I would concrete the floor right away. Maybe it was just me, but I parked a couple cars in a graveled pole shed and everything turned to rust.
A 40'x60', 6" slab is 44.44 yards of concrete. Then say you add 340' of footing, consisting of the perimeter, one run down the center length wise and 2 runs on the width, at 24"dx12"w x340', thats another 25.19 yards so 69.63 yards of concrete. Here it is $80 a yard, so $5570 just for the "mud". The going turn key rate here for a slab is $4.50-$5 per sq. foot. which includes the steel (re-bar) so around $11k (here) That alone is a 3rd of your budget. (this is for 3000psi)
Even if you go with a gravel floor, full or partial, you can still pour a concrete floor at a later date. PITA though.
Add a radiant system more $$, so a personal choice there.
This. ^^^^^
I agree, if you can swing it concrete the whole thing. Go as big as your wallet will allow. I have a 30x50 Quonset with a 14' apartment in the back. This leaves a 36x30 shop....way too small. If I had it to do over it would have been a 50x100....sounds crazy, but much more practical for parking equipment, vehicles, & projects like woodworking and welding.

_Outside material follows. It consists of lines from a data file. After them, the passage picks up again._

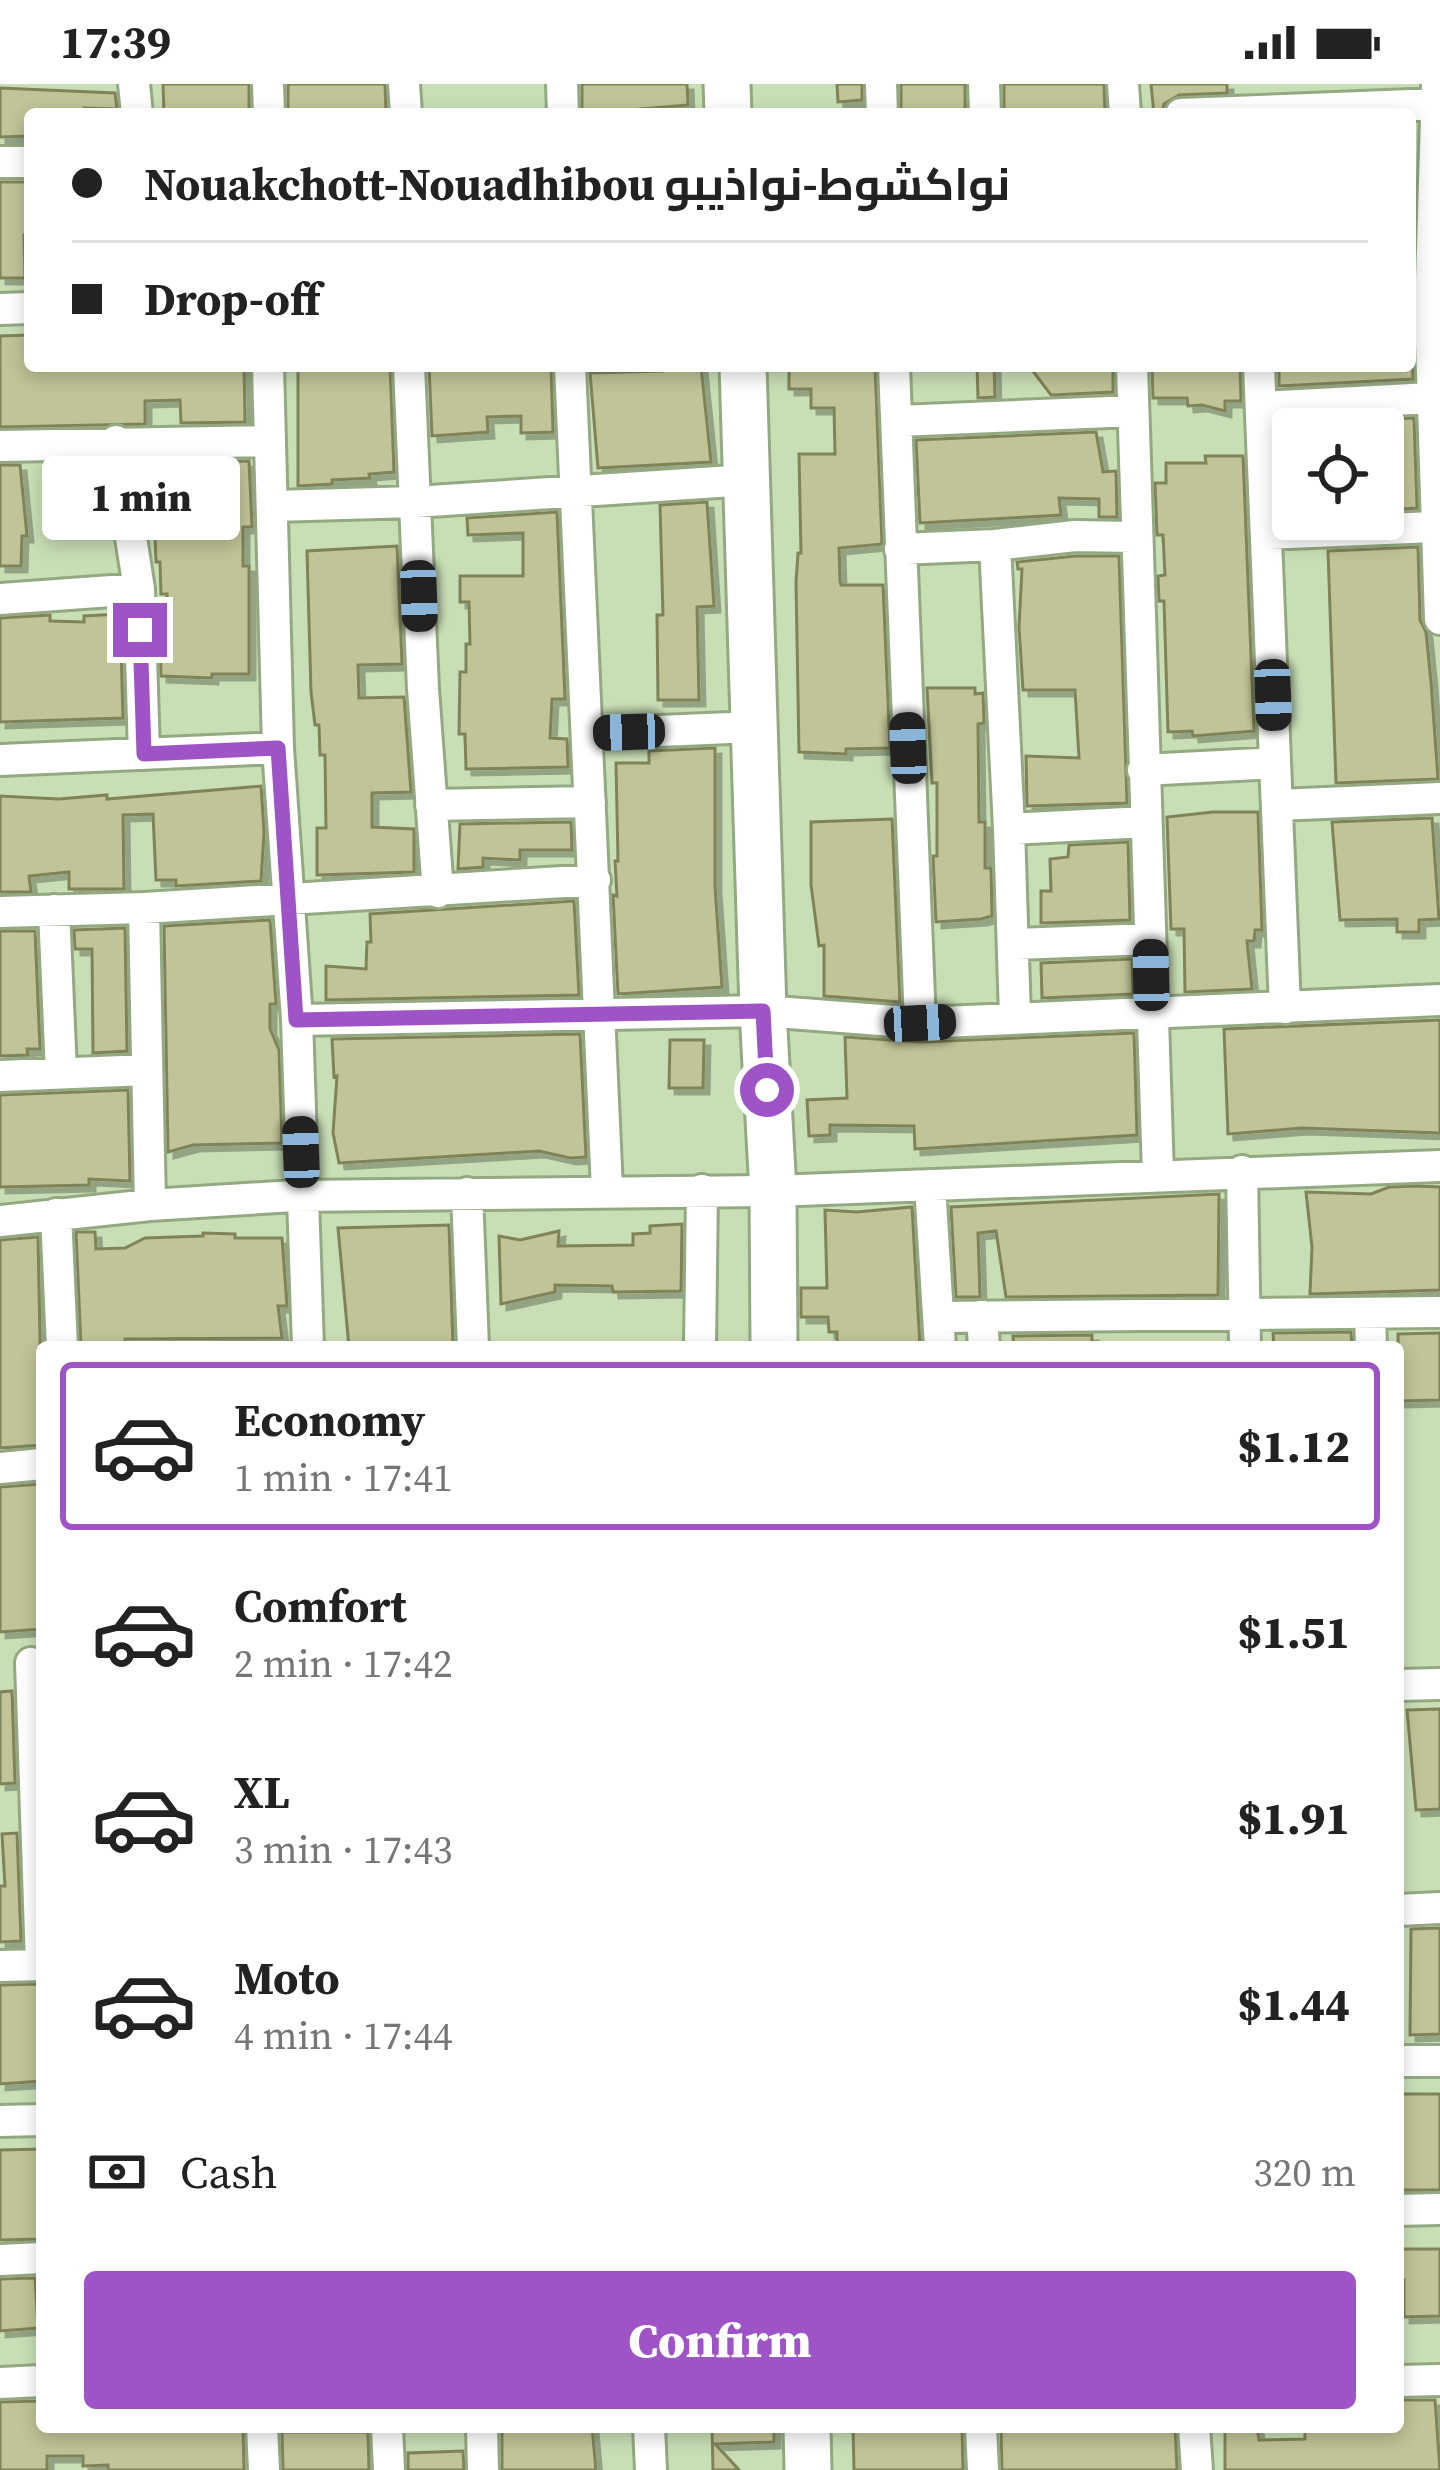 <!DOCTYPE html>
<meta charset="utf-8">
<style>
:root{--surface:#fff;--page:#f2f2f2;--text:#222;--muted:#767676;--line:#e0e0e0;--accent:#9e54c7}
body{margin:0;font-family:"Source Serif 4",Cairo,serif;background:var(--page);color:var(--text);height:100vh;display:flex;flex-direction:column;font-size:45px;white-space:nowrap}
*{box-sizing:border-box;margin:0}
p{font-size:39px;color:var(--muted)}
.icon{flex:none;width:66px;height:66px;fill:none;stroke:currentColor;stroke-width:2;stroke-linecap:round;stroke-linejoin:round}
.map{position:relative;flex:1;overflow:hidden}
.details{position:absolute;left:36px;top:1257px;width:1368px;height:1092px;display:flex;flex-direction:column;background:var(--surface);border-radius:12px;box-shadow:0 6px 18px #0003}
.details>*{flex:none}
.banner{position:absolute;left:24px;top:24px;width:1392px;height:264px;border-radius:12px;box-shadow:0 6px 18px #0003;display:grid;align-content:center;height:264px;padding:0 48px;background:var(--surface)}
.buttons{position:absolute;left:1272px;top:324px;display:grid;gap:24px}
.buttons a{display:grid;place-items:center;width:132px;height:132px;border-radius:12px;background:var(--surface);box-shadow:0 6px 18px #0003;font-size:60px}
.end{position:absolute;width:54px;height:54px;margin:-27px;border:15px solid #9e54c7;background:#fff;box-shadow:0 0 0 6px #fff}
.from{border-radius:50%}
.bubble{position:absolute;height:84px;border-radius:12px;background:var(--surface);box-shadow:0 6px 18px #0003;font-size:39px;font-weight:800;line-height:84px;text-align:center}
.car{position:absolute;width:36px;height:72px;margin:-36px -18px;border-radius:15px;box-shadow:0 0 9px 3px #0007;background:linear-gradient(#222 24%,#8ab4d8 0 40%,#222 0 76%,#8ab4d8 0 86%,#222 0)}
.banner b{display:flex;align-items:center;gap:42px;height:114px;font-size:45px}
.banner b+b{border-top:3px solid var(--line)}
.banner i{width:30px;height:30px;background:var(--text)}
ul{padding:21px 0 0;list-style:none}
li{display:flex;align-items:center;gap:36px;height:168px;margin:0 24px 18px;padding:0 24px;border:6px solid transparent;border-radius:12px}
li div{flex:1}
li b{display:block;font-size:45px}
li em{font-style:normal;font-weight:800}
li.on{border-color:var(--accent)}
li>.icon{width:108px;height:108px;stroke-width:1.5}
.pay{display:flex;align-items:center;gap:30px;height:132px;padding:0 48px;font-size:45px}
.pay p{margin-inline-start:auto}
.button{display:flex;gap:24px;margin-top:auto;padding:24px 48px}
.button a{flex:1;height:138px;border-radius:12px;background:var(--accent);color:#fff;font-size:48px;font-weight:800;line-height:138px;text-align:center}
.status{display:flex;justify-content:space-between;align-items:center;height:84px;padding:0 60px;background:var(--surface);direction:ltr}
.status svg{height:33px;fill:currentColor}
.map>svg:first-child{display:block}
.building{fill:#c0c497;stroke:#808359;stroke-width:3;filter:url(#shadow)}
.lines{fill:none;stroke-linecap:round;stroke-linejoin:round}
.minor-casing{stroke:#93a982;stroke-width:36}
.highway-casing{stroke:#93a982;stroke-width:51}
.minor{stroke:#fff;stroke-width:30}
.highway{stroke:#fff;stroke-width:45}
.route{stroke:#9e54c7;stroke-width:15}
</style>
<div class="status"><b>17:39</b><svg viewBox="0 0 49 12"><path d="M0 12V9h3v3zM5 12V6h3v6zM10 12V3h3v9zM15 12V0h3v12zM26 1h20v11H26zM47 4h2v5h-2z"/></svg></div>
<div class="map">
<svg width="1440" height="2386" viewBox="0 0 1440 2386">
<defs>
<filter id="shadow"><feDropShadow dx="6" dy="6" stdDeviation="0" flood-color="#0004"/></filter>
</defs>
<rect width="100%" height="100%" fill="#c8dfb6"/>
<path class="building" d="M163,0H249V30H164Z
M288,0H385L386,30H288Z
M582,0H687L688,21L582,30Z
M837,0H862V16L838,18Z
M901,0H965V29L901,30Z
M1004,0H1104L1105,30H1004Z
M1151,0H1227V9L1179,11L1164,20L1162,30H1154Z
M0,4L115,9L117,25L84,24V30H30V52L0,53Z
M0,98H30V152L24,151L25,194H0Z
M1410,225L1413,295L1279,302V282H1410Z
M30,251V282H244L245,338L181,339L180,316L145,317V340L0,343V252Z
M298,282H390L394,388L369,390L370,394L332,396V400L298,402Z
M429,282H551L553,348L521,349V332L487,333L488,348L432,352Z
M661,282H701L711,378L598,384L590,289L662,287Z
M789,282H875L882,460L839,464L840,497L841,501H883L890,664L846,665V670L799,668L796,498L798,469H801L799,370H835L834,324H811V305H789Z
M977,282H994L995,313L978,314Z
M1029,282H1113V308L1051,311Z
M1152,282H1240L1241,317H1225V327L1202,321L1188,322L1187,314H1153Z
M1414,334L1417,424L1383,426V345H1293V429L1285,430L1281,341Z
M1096,348L1103,388L1116,387L1117,433H1099V415L1059,414L1061,431L920,439L916,356Z
M1205,372H1243L1254,647L1193,652L1192,647L1168,648L1164,517H1159L1158,492L1165,491L1163,451H1157L1155,399H1166V379H1206Z
M249,377L252,443H243V482H249V590H212V594L161,592L160,549H168L167,510H161L160,478H156L153,399H142L141,379Z
M0,381H20L27,452H22L21,482H0Z
M707,418L714,522L697,523L699,616H658L657,531H663L660,421Z
M557,428L565,615H552L550,654L567,655L568,683L466,685L465,650H459L460,588H466V560H470L469,518H460V492H523V449L468,451L467,434Z
M397,462L402,580L358,581L359,614L404,613L411,708L372,709V743L414,745V788L317,791V744H326L325,671H320L319,641H315L311,608L307,467Z
M1418,463L1420,536L1426,548L1431,598L1438,695L1336,699L1328,467Z
M1076,472H1119L1127,719L1027,722L1026,672L1079,674L1075,606H1023L1019,543L1022,485H1018L1017,478Z
M120,530L123,634L0,638V534L50,531V537L84,538V532Z
M927,604H975V610L983,609L984,639L978,640L979,738H985V784H991L992,832L981,835L936,838L933,772H937V699H932Z
M715,664V803L722,903L618,910L613,811L617,812L615,777H618L616,679H649V667Z
M261,702L264,748L261,797L176,802V796H156L153,730L123,731L124,805H69V788L29,792L31,808H0V712L59,715L107,711V715Z
M1213,728H1258L1262,846H1255L1254,857H1247L1252,905L1185,908L1184,845H1171L1167,733Z
M1432,734L1439,835L1419,836V848H1397V835L1340,836L1332,738Z
M892,735L900,918L824,912V861L819,862L811,801V738Z
M571,738L572,766H520V776L483,774V783L458,785L460,740Z
M1128,758L1130,836L1041,839V807H1051L1050,775L1068,773L1069,761Z
M574,817L579,911L326,916V882L366,885L367,858H371L370,830Z
M270,836L276,920H270V945L279,966L282,1059L193,1061L168,1068L164,842Z
M125,844L127,967L93,969L92,865H75L74,846Z
M0,847H35L40,965H27L28,971L0,972Z
M1132,875L1133,910L1042,914L1041,879Z
M1440,936V1049L1302,1044L1228,1050L1224,945Z
M1134,949L1137,1051L915,1065L914,1042L830,1041V1051L809,1052L807,1016L847,1014L845,953L921,958Z
M580,950L586,1073L570,1074L539,1067L339,1079L333,1049L337,992L334,993L332,955Z
M670,956H704L703,1004H669Z
M128,1006L130,1097L89,1095V1101L0,1103V1011Z
M1416,1102L1440,1103V1206L1310,1210L1312,1163L1306,1108L1371,1110L1389,1103Z
M1219,1110L1218,1211L1006,1213L996,1147L978,1149L980,1213H956L951,1123Z
M912,1123L920,1263H837V1248H829L828,1233H801V1204H827L825,1126L857,1128Z
M682,1140L681,1207L613,1208L612,1202L555,1201V1208L501,1220L499,1152L520,1156L559,1147L558,1162L633,1161V1150L650,1149V1142Z
M449,1141L453,1263H349L338,1144Z
M76,1148H95L96,1165L125,1164L145,1154L203,1152V1149L235,1150V1154H282L287,1222H278L282,1254L125,1255V1261L81,1263Z
M38,1153L42,1361L0,1364V1156Z
M1351,1248L1352,1263H1274L1273,1249Z
M1440,1249V1316L1399,1317L1398,1250Z
M1092,1251V1263H1014L1013,1252Z
M42,1400V1545L0,1548V1403Z
M12,1607L15,1699L0,1700V1608Z
M1440,1625V1725L1416,1726L1407,1626Z
M17,1749L21,1857L0,1858V1802H5L2,1750Z
M1440,1844V1950L1410,1951L1411,1845Z
M42,1900V1997L0,2000V1901Z
M1398,2010H1440V2106H1398Z
M42,2065V2155L0,2156V2066Z
M1398,2165H1440V2232L1404,2233V2196H1398Z
M35,2194L38,2244L0,2247V2195Z
M1398,2316H1435L1440,2386H1225V2343H1257L1259,2356L1305,2355V2343H1398Z
M42,2317V2343H243L244,2386H108V2381L83,2382V2372H47V2386H0V2318Z
M502,2343H592L596,2386H502Z
M712,2343H774V2358L715,2360L739,2386H713Z
M853,2343H962L963,2386H854Z
M1001,2343H1175L1177,2386H1002Z
M282,2348H368L369,2386H283Z
M463,2367L464,2386H408V2369Z"/>
<g class="lines">
<g class="minor-casing">
<path id="minor" d="M134,0L137,30
M268,0L269,30
M404,0L406,30
M562,0L563,30
M881,0L882,30
M984,0L985,30
M1123,0L1125,30
M1437,0L1430,229L1440,535
M1181,30L1437,20
M0,78H30
M0,225L30,224
M268,282L278,664L297,936L308,1263
M409,282L423,605L438,808
M570,282L607,1106
M894,282L920,939
M1132,282L1158,1091
M1259,282L1285,924
M1261,323L1431,314
M898,337L1133,327
M116,357L139,505L144,670
M0,362L267,357
M273,422L415,418L748,396
M1266,450L1434,443
M900,465L995,461
M0,515L139,505
M588,650L754,643
M0,676L278,664
M1143,686L1275,679
M431,721L590,718
M1278,721L1440,714
M1009,745L995,461L1075,452L1135,453
M144,824L150,1121
M54,826L61,989
M0,828L144,824L595,796
M1014,860L1150,855
M1015,933L1009,745L1146,738
M297,936L763,927L920,939L1440,916
M0,992L147,986
M1242,1087L1245,1263
M930,1101L940,1263
M467,1109L473,1263
M56,1130L62,1263
M0,1137L150,1121L294,1112L773,1107L1440,1082
M1370,1229L1371,1263
M982,1232L984,1263
M939,1233L1440,1228
M700,1263L702,1106
M0,1384L42,1380
M31,1579L41,1881
M1398,1601L1440,1600
M1398,1826L1440,1824
M0,1882L42,1881
M1398,1977H1440
M0,2037L42,2036
M1398,2126L1440,2125
M0,2176L42,2174
M1398,2297L1440,2296
M0,2299L42,2297
M262,2343L264,2386
M387,2343L389,2386
M482,2343L483,2386
M649,2343L651,2386
M981,2343L983,2386
M1194,2343L1197,2386"/>
</g>
<g class="highway-casing">
<path id="highway" d="M727,0L728,30
M743,282L763,927L773,1107L774,1263
M807,2343L808,2386"/>
</g>
<use href="#minor" class="minor"/>
<use href="#highway" class="highway"/>
</g>
<g class="lines">
<path class="route" d="M140,546L144,670L278,664L296,936L763,927L767,1006"/>
</g>
</svg>
<div class="buttons">
<a><svg class="icon" aria-label="locate" viewBox="0 0 24 24"><circle cx="12" cy="12" r="6"/><path d="M12 2v4M12 18v4M2 12h4M18 12h4"/></svg></a>
</div>
<i class="end from" style="left:767px;top:1006px"></i>
<i class="end" style="left:140px;top:546px"></i>
<div class="bubble" style="left:42px;top:372px;width:198px">1 min</div>
<i class="car" style="left:419px;top:512px;rotate:178deg"></i>
<i class="car" style="left:1273px;top:611px;rotate:178deg"></i>
<i class="car" style="left:629px;top:648px;rotate:268deg"></i>
<i class="car" style="left:908px;top:664px;rotate:358deg"></i>
<i class="car" style="left:1151px;top:891px;rotate:359deg"></i>
<i class="car" style="left:920px;top:939px;rotate:87deg"></i>
<i class="car" style="left:301px;top:1068px;rotate:358deg"></i>
<div class="banner">
<b><i class="from"></i>Nouakchott-Nouadhibou نواكشوط-نواذيبو</b>
<b><i></i>Drop-off</b>
</div>
<section class="details">
<ul>
<li class="on"><svg class="icon" aria-label="car" viewBox="0 0 24 24"><path d="M5 17H2v-5l4-1 3-4h7l3 4 3 1v5h-3M9 17h6M6 11h13"/><circle cx="7" cy="17" r="2"/><circle cx="17" cy="17" r="2"/></svg><div><b>Economy</b><p>1 min · 17:41</p></div><em>$1.12</em></li>
<li><svg class="icon" aria-label="car" viewBox="0 0 24 24"><path d="M5 17H2v-5l4-1 3-4h7l3 4 3 1v5h-3M9 17h6M6 11h13"/><circle cx="7" cy="17" r="2"/><circle cx="17" cy="17" r="2"/></svg><div><b>Comfort</b><p>2 min · 17:42</p></div><em>$1.51</em></li>
<li><svg class="icon" aria-label="car" viewBox="0 0 24 24"><path d="M5 17H2v-5l4-1 3-4h7l3 4 3 1v5h-3M9 17h6M6 11h13"/><circle cx="7" cy="17" r="2"/><circle cx="17" cy="17" r="2"/></svg><div><b>XL</b><p>3 min · 17:43</p></div><em>$1.91</em></li>
<li><svg class="icon" aria-label="car" viewBox="0 0 24 24"><path d="M5 17H2v-5l4-1 3-4h7l3 4 3 1v5h-3M9 17h6M6 11h13"/><circle cx="7" cy="17" r="2"/><circle cx="17" cy="17" r="2"/></svg><div><b>Moto</b><p>4 min · 17:44</p></div><em>$1.44</em></li>
</ul>
<div class="pay"><svg class="icon" aria-label="cash" viewBox="0 0 24 24"><path d="M3 7h18v10H3z"/><circle cx="12" cy="12" r="2"/></svg>Cash<p>320 m</p></div>
<div class="button"><a>Confirm</a></div>
</section>
</div>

Western, why would you run footers down the center and width? I only have footers on the two load bearing 50' sides, and no problems at all after 4 years. I did use steel mesh, extra fiber, and on the end wall perimeter, I dig a 3' post hole every 8'. I don't think those extra footers will really make much difference at all, unless a car lift is going in there, and then it has to be properly placed.